Albany-based AMRI ready to sue over generic Allegra
ALBANY AMRI is trying to stop India’s second-largest drug maker from pocketing millions from a generic form of anti-allergy drug Allegra expected to launch within the next 30 to 45 days.
AMRI filed a preliminary injunction against Dr. Reddy’s Laboratories in U.S. District Court for the District of New Jersey earlier this week in response to the March 17 decision by the U.S. Food and Drug Administration to allow Dr. Reddy’s to make a generic form of Allegra-D 24 Hour Extended Release Tablets.
“AMRI believes that the generic product of Dr. Reddy’s infringes on its intellectual property rights,” AMRI spokeswoman Andrea Schulz said in an e-mail.
The North American operations of French pharmaceutical maker Sanofi-aventis has joined AMRI in the injunction filing and is also part of AMRI’s existing patent infringement lawsuit against Dr. Reddy’s related to the manufacturing process for the active ingredient in various forms of Allegra filed in September.
Sanofi-aventis U.S. LLC is the exclusive licensee of multiple patents owned by AMRI relating to the manufacture of one of Allegra’s active ingredients, fexofenadine, according to Schulz. Sanofi-aventis is the company that markets Allegra D-24 as well as other Allegra products and is a successor to the company that brought Allegra to market.
The possible economic impact to AMRI as a result of the debut of an Allegra generic is unknown. But Dr. Reddy’s said last week it expects generic Allegra drug sales of $150 million to $200 million within three years.
Reports show Dr. Reddy’s also has first-to-file rights when the patent for Allegra D-24 expires in 2012, a status that can result in huge profits because of an exclusivity rule that prevents regulators from approving a similar generic within a 180-day period.
A spokesman for Dr. Reddy’s could not be reached for comment Wednesday.
AMRI, formerly Albany Molecular Research Inc., focuses on drug discovery and development projects along with creating active ingredients and chemicals for health care companies. Its royalty payments from sales of Allegra and generic forms of Allegra jumped 23 percent to $34.9 million in 2009. Overall sales were down 14 percent to $196.4 million last year, compared with 2008.

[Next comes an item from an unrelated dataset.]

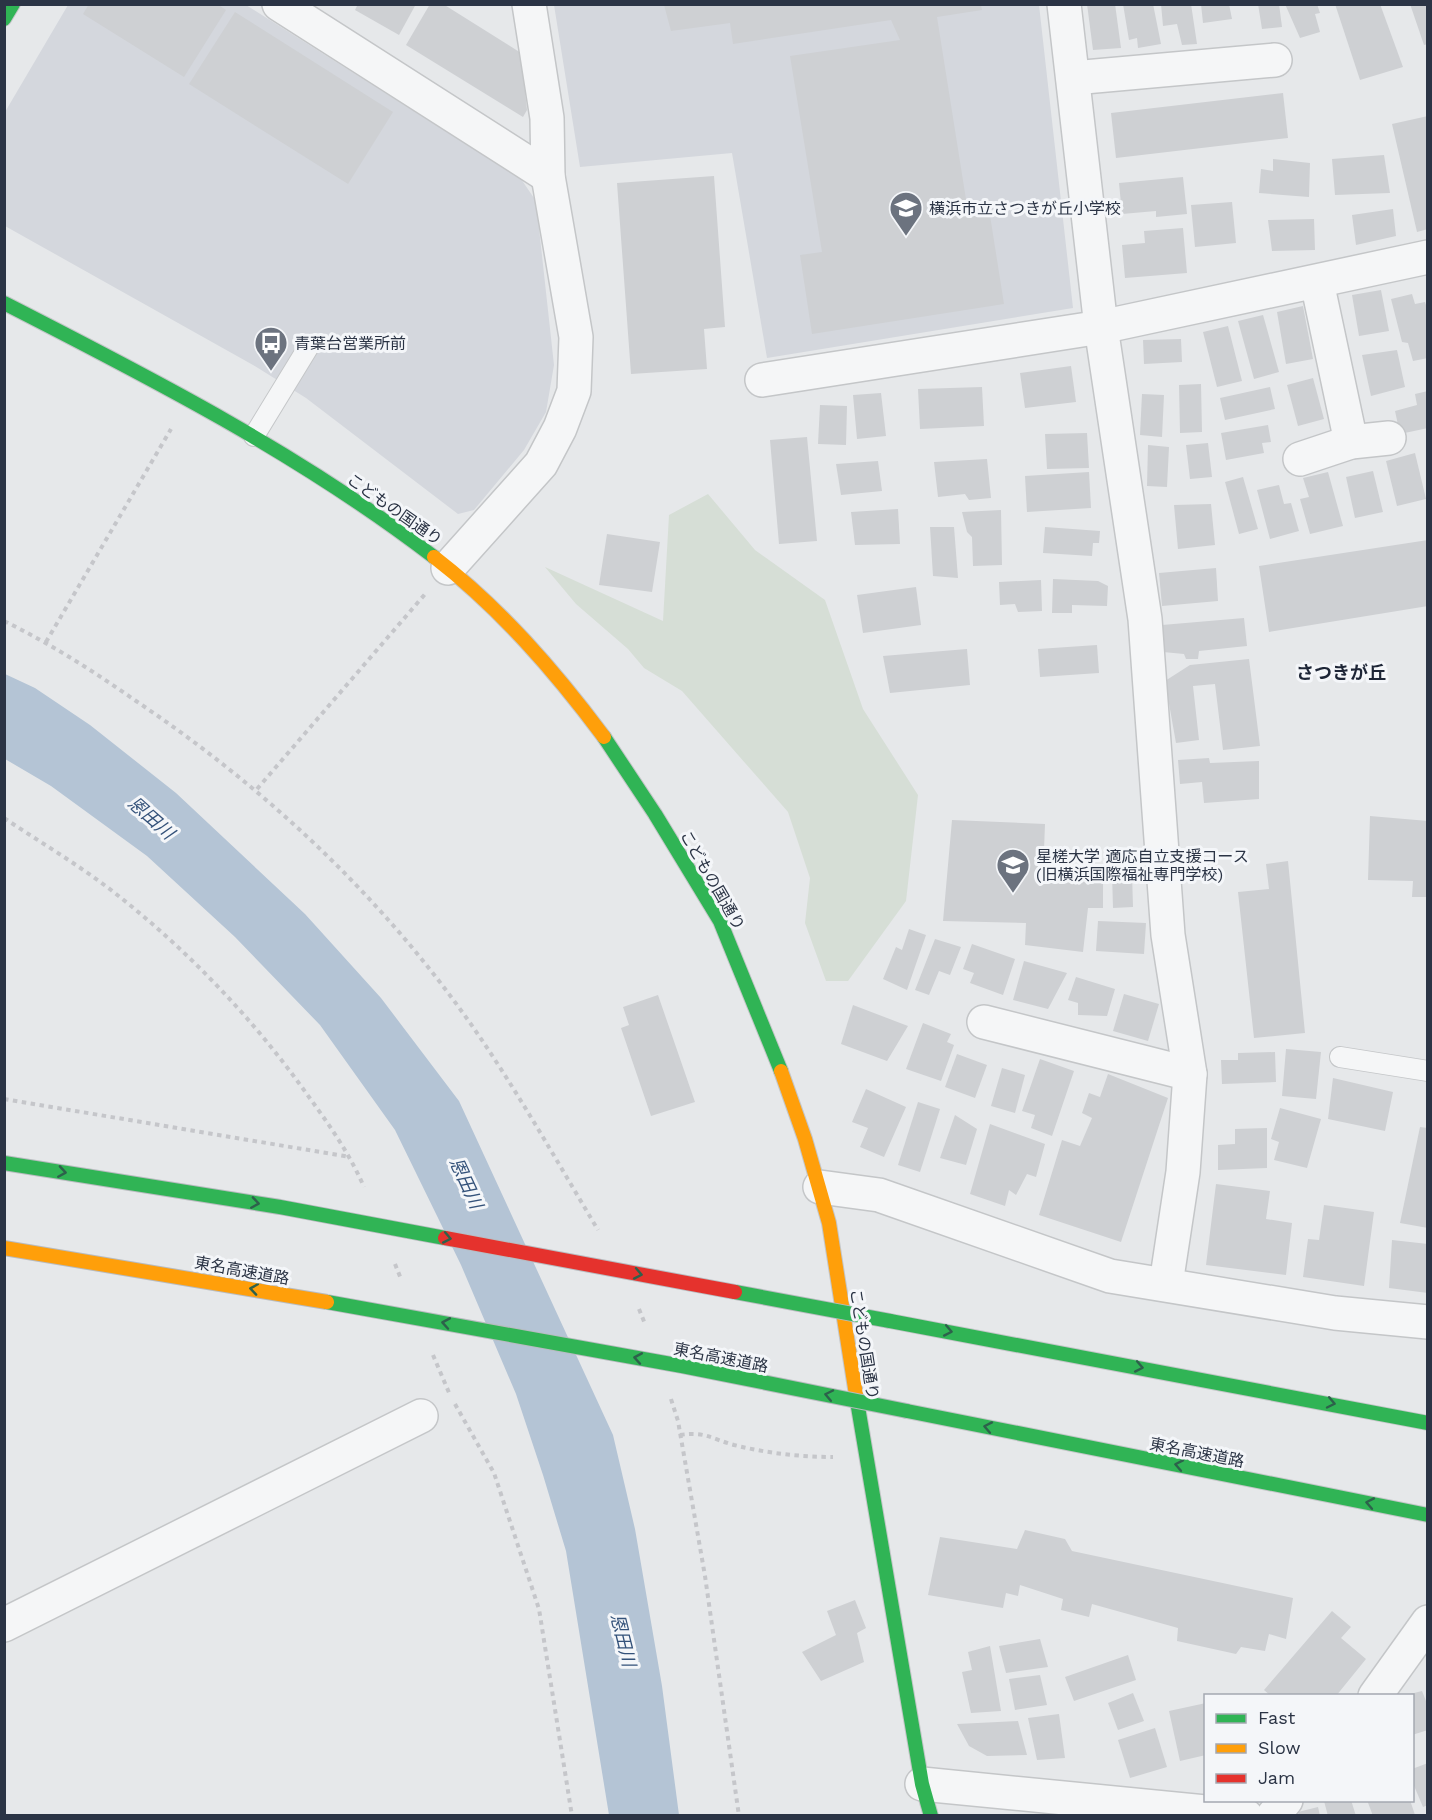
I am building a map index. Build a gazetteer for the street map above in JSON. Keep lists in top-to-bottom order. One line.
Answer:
{"streets":{"main road":["こどもの国通り","東名高速道路"]},"districts":["さつきが丘"],"water":["恩田川"],"places":{"school or university":["横浜市立さつきが丘小学校","星槎大学 適応自立支援コース (旧横浜国際福祉専門学校)"],"bus stop":["青葉台営業所前"]},"legend":["Fast","Slow","Jam"]}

Experts say when a generic drug comes to market, the innovator drug company can lose up to 50 to 70 percent of its revenue.
According to Nathan Tinker, executive director of the New York Biotechnology Association, biopharmaceutical companies typically spend $700 million to $1 billion to bring a drug to market while investing research and capital over a 10- to 15-year period. Even with such a substantial investment, there is often little patent life left for the drug once it is brought to market, since patents last for only 20 years.
“Protecting that asset for as long as you can is in the interest of the innovator company,” Tinker said.
The Capital Region is home to at least 52 biopharmaceutical establishments that employ more than 16,000 people locally, according to NYBA, which lists companies like AMRI, AngioDynamics, and Taconic in the forefront of the region’s biopharmaceutical industry.
The area’s universities and hospitals make it an attractive place for clinical trials and ongoing studies related to drug development, NYBA said.
Tinker said generics, depending on how they are brought to market, can actually be beneficial for the company that developed the drug.
“It’s actually good for competition to have generics enter the marketplace and drive the innovators to greater levels of innovation. That said, the innovator companies have a clear right to recoup their costs and repay their investors and make sure they are making the money needed to reinvest in the next generation of drugs and pharmaceuticals,” Tinker said. “It’s a balancing act between the amount of time and money that goes into an original innovator drug and the time and expense of bringing a generic into competition with it.”